*Information supplied*
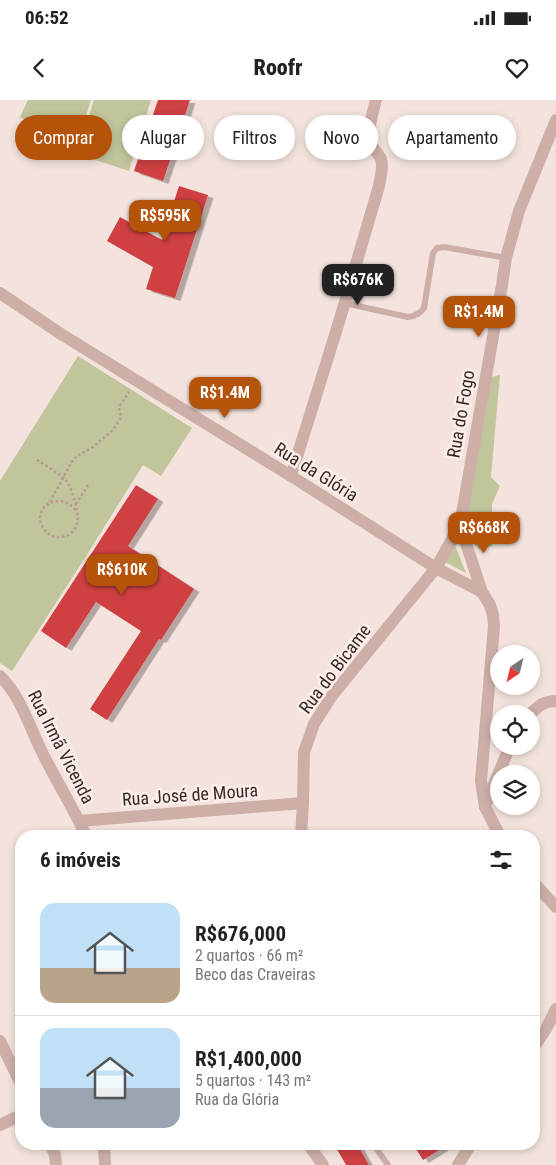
<!DOCTYPE html>
<html lang="pt">
<head>
<meta charset="utf-8">
<style>
  body { margin:0; font-family:"Roboto Condensed",sans-serif; background:#f6f6f6; color:#222; height:100vh; display:flex; flex-direction:column; font-size:19px; white-space:nowrap }
  * { box-sizing:border-box; margin:0 }
  p { font-size:16px; color:#767676 }
  .icon { flex:none; width:28px; height:28px; fill:none; stroke:currentColor; stroke-width:2; stroke-linecap:round; stroke-linejoin:round }
  .map { position:relative; flex:1; overflow:hidden }
  .side { position:absolute; left:15px; top:730px; width:525px; height:320px; display:flex; flex-direction:column; background:#fff; border-radius:20px; box-shadow:0 2px 8px #0003 }
  .side>* { flex:none }
  .hud { position:absolute; left:15px; top:15px; width:526px; height:45px; display:flex; gap:10px }
  .needle { width:32px; rotate:215deg }
  .fabs { position:absolute; left:490px; top:545px; display:grid; gap:10px }
  .fabs a { display:grid; place-items:center; width:50px; height:50px; border-radius:50%; background:#fff; box-shadow:0 2px 8px #0003; font-size:25px }
  .price { position:absolute; translate:-50% -42px; padding:0 11px; border-radius:10px; background:#b45309; color:#fff; font-size:16px; line-height:32px; filter:drop-shadow(0 1px 2px #0008) }
  .price::after { content:''; position:absolute; left:50%; top:30px; width:15px; height:11px; margin-left:-8px; background:inherit; clip-path:polygon(0 0,100% 0,50% 100%) }
  .price.current { background:#222; color:#fff }
  ul { padding:0; list-style:none }
  li { display:flex; align-items:center; gap:15px; height:125px; padding:0 25px }
  li+li { border-top:1px solid #e0e0e0 }
  li span { display:grid; place-items:center; flex:none; width:140px; height:100px; border-radius:15px; color:#555 }
  li>.icon { margin-inline-start:auto }
  span .icon { width:60px; height:60px; fill:#fffc; stroke-width:1 }
  li b { font-size:21px }
  h2 { display:flex; justify-content:space-between; align-items:center; height:60px; padding:0 25px; font-size:21px }
  .tag { padding:0 18px; border-radius:22px; background:#fff; box-shadow:0 2px 8px #0003; font-size:18px; line-height:45px }
  .tag.current { background:#b45309; color:#fff }
  .status { display:flex; justify-content:space-between; align-items:center; height:35px; padding:0 25px; background:#fff; direction:ltr }
  .status svg { height:14px; fill:currentColor }
  header { display:flex; justify-content:space-between; align-items:center; height:65px; padding:0 25px; background:#fff; font-size:22px; font-weight:800 }
  .map>svg:first-child { display:block }
  .green { fill:#c1c59c }
  .building { fill:#ce4143; filter:url(#shadow) }
  .lines { fill:none; stroke-linecap:round; stroke-linejoin:round }
  .path { stroke:#b99992; stroke-width:2.5; stroke-dasharray:2.5 2.5; stroke-linecap:butt }
  .lane { stroke:#cdafa8; stroke-width:6 }
  .street { stroke:#cdafa8; stroke-width:12 }
  .labels { text-anchor:middle; stroke-width:5; stroke-linejoin:round; paint-order:stroke }
  .street-label { font-size:18px; fill:#3a2928; stroke:#fbefea }
</style>
</head>
<body>
<div class="status"><b>06:52</b><svg viewBox="0 0 49 12"><path d="M0 12V9h3v3zM5 12V6h3v6zM10 12V3h3v9zM15 12V0h3v12zM26 1h20v11H26zM47 4h2v5h-2z"/></svg></div>
<header><svg class="icon" aria-label="back" viewBox="0 0 24 24"><path d="M15 5l-7 7 7 7"/></svg>Roofr<svg class="icon" aria-label="heart" viewBox="0 0 24 24"><path d="M12 20l-8-8c-3-5 5-10 8-4 3-6 11-1 8 4z"/></svg></header>
<div class="map">
<svg width="556" height="1065" viewBox="0 0 556 1065">
  <defs>
    <filter id="shadow"><feDropShadow dx="5.5" dy="3" stdDeviation="0" flood-color="#0004"/></filter>
  </defs>
  <rect width="100%" height="100%" fill="#f4e3dd"/>
  <!-- green -->
  <g class="green">
    <path d="M28,0H91L75,50L20,17Z"/>
    <path d="M94,0H151L129,71L77,54Z"/>
    <path d="M78,256L192,328L161,376L143,365L83,461L12,571L0,563V381Z"/>
    <path d="M500,275L491,377L500,386L492,404V446L479,449L469,439L465,426L491,277Z"/>
    <path d="M455,445L466,473L445,462Z"/>
  </g>
  <!-- building -->
  <g class="building">
    <path d="M158,0H190L163,81L134,71Z"/>
    <path d="M179,86L208,95L175,198L146,189L153,167L107,141L120,117L162,140Z"/>
    <path d="M136,385L158,399L128,446L194,489L161,540L159,539L107,620L90,609L141,531L96,502L66,548L41,531Z"/>
    <path d="M334,1044H357L369,1065H346Z"/>
    <path d="M413,1044H449L423,1060Z"/>
  </g>
  <g class="lines">
    <!-- path -->
    <g class="path">
      <path d="M37,360C45,365 60,374 66,380C72,388 80,414 77,424C73,439 52,442 44,429C29,409 60,388 76,411"/>
      <path d="M50,402L71,363L77,356L93,347L113,330L121,317L119,307L129,292"/>
      <path d="M76,404L88,385"/>
    </g>
    <!-- lane -->
    <g class="lane">
      <path d="M344,203L408,217C415,216 420,214 424,208L433,153L437,148L444,147L506,158"/>
      <path d="M373,1044L388,1065"/>
    </g>
    <!-- street -->
    <g class="street">
      <path d="M0,193L61,234L291,376L436,468L482,492L490,505L493,515L494,526L481,681L485,707L500,736"/>
      <path d="M291,376L339,222L379,86C380,78 384,68 381,59C378,52 370,47 369,39C368,27 373,12 376,0"/>
      <path d="M460,425L482,492"/>
      <path d="M0,576C20,595 29,625 41,650C55,679 73,707 86,736"/>
      <path d="M530,614C539,606 543,601 556,601"/>
      <path d="M485,706L510,646"/>
      <path d="M79,721L303,703"/>
      <path d="M301,736L303,703L304,652L314,624L331,597L436,468L460,425L502,185L506,158L519,111L556,20"/>
      <path d="M534,783L556,807"/>
      <path d="M0,941L21,984"/>
      <path d="M534,947L546,929L556,909"/>
      <path d="M0,1025L21,1015"/>
      <path d="M50,1044L55,1055L56,1065"/>
      <path d="M104,1044L105,1065"/>
      <path d="M308,1044L323,1065"/>
      <path d="M458,1065L471,1044"/>
    </g>
  </g>
  <g class="labels">
    <!-- street labels -->
    <g class="street-label">
      <text transform="translate(461 314) rotate(-80)" y="6">Rua do Fogo</text>
      <text transform="translate(316 372) rotate(32)" y="6">Rua da Glória</text>
      <text transform="translate(335 569) rotate(-53)" y="6">Rua do Bicame</text>
      <text transform="translate(61 647) rotate(63)" y="6">Rua Irmã Vicenda</text>
      <text transform="translate(190 695) rotate(-4)" y="6">Rua José de Moura</text>
    </g>
  </g>
</svg>
<div class="fabs">
<a><svg class="needle" viewBox="-14 -14 28 28"><path d="M0-13l5 13h-10z" fill="#e53935"/><path d="M0 13l5-13h-10z" fill="#767676"/></svg></a>
<a><svg class="icon" aria-label="locate" viewBox="0 0 24 24"><circle cx="12" cy="12" r="6"/><path d="M12 2v4M12 18v4M2 12h4M18 12h4"/></svg></a>
<a><svg class="icon" aria-label="layers" viewBox="0 0 24 24"><path d="M12 4l9 5-9 5-9-5zM3 14l9 5 9-5"/></svg></a>
</div>
<b class="price" style="left:165px;top:142px">R$595K</b>
<b class="price current" style="left:358px;top:206px">R$676K</b>
<b class="price" style="left:479px;top:238px">R$1.4M</b>
<b class="price" style="left:225px;top:319px">R$1.4M</b>
<b class="price" style="left:484px;top:454px">R$668K</b>
<b class="price" style="left:122px;top:496px">R$610K</b>
<div class="hud">
<a class="tag current">Comprar</a>
<a class="tag">Alugar</a>
<a class="tag">Filtros</a>
<a class="tag">Novo</a>
<a class="tag">Apartamento</a>
</div>
<section class="side">
<h2>6 imóveis<svg class="icon" aria-label="filters" viewBox="0 0 24 24"><path d="M4 7h16M4 17h16"/><circle cx="9" cy="7" r="2"/><circle cx="15" cy="17" r="2"/></svg></h2>
<ul>
<li><span style="background:linear-gradient(#bfe0f5 65%,#b9a48a 0)"><svg class="icon" aria-label="home" viewBox="0 0 24 24"><path d="M3 11l9-7 9 7M6 9v11h12V9"/></svg></span><div><b>R$676,000</b><p>2 quartos · 66 m²</p><p>Beco das Craveiras</p></div></li>
<li><span style="background:linear-gradient(#bfe0f5 60%,#9aa5b1 0)"><svg class="icon" aria-label="home" viewBox="0 0 24 24"><path d="M3 11l9-7 9 7M6 9v11h12V9"/></svg></span><div><b>R$1,400,000</b><p>5 quartos · 143 m²</p><p>Rua da Glória</p></div></li>
</ul>
</section>
</div>
</body>
</html>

*Instructions for the task*
Retype only this portion of the data above: the line containing "border-top:1px solid #e0e0e0", the line containing "justify-content:space-between; align-items:center; height:65px;", and all lines between them, exactly.

*Expected answer*
  li+li { border-top:1px solid #e0e0e0 }
  li span { display:grid; place-items:center; flex:none; width:140px; height:100px; border-radius:15px; color:#555 }
  li>.icon { margin-inline-start:auto }
  span .icon { width:60px; height:60px; fill:#fffc; stroke-width:1 }
  li b { font-size:21px }
  h2 { display:flex; justify-content:space-between; align-items:center; height:60px; padding:0 25px; font-size:21px }
  .tag { padding:0 18px; border-radius:22px; background:#fff; box-shadow:0 2px 8px #0003; font-size:18px; line-height:45px }
  .tag.current { background:#b45309; color:#fff }
  .status { display:flex; justify-content:space-between; align-items:center; height:35px; padding:0 25px; background:#fff; direction:ltr }
  .status svg { height:14px; fill:currentColor }
  header { display:flex; justify-content:space-between; align-items:center; height:65px; padding:0 25px; background:#fff; font-size:22px; font-weight:800 }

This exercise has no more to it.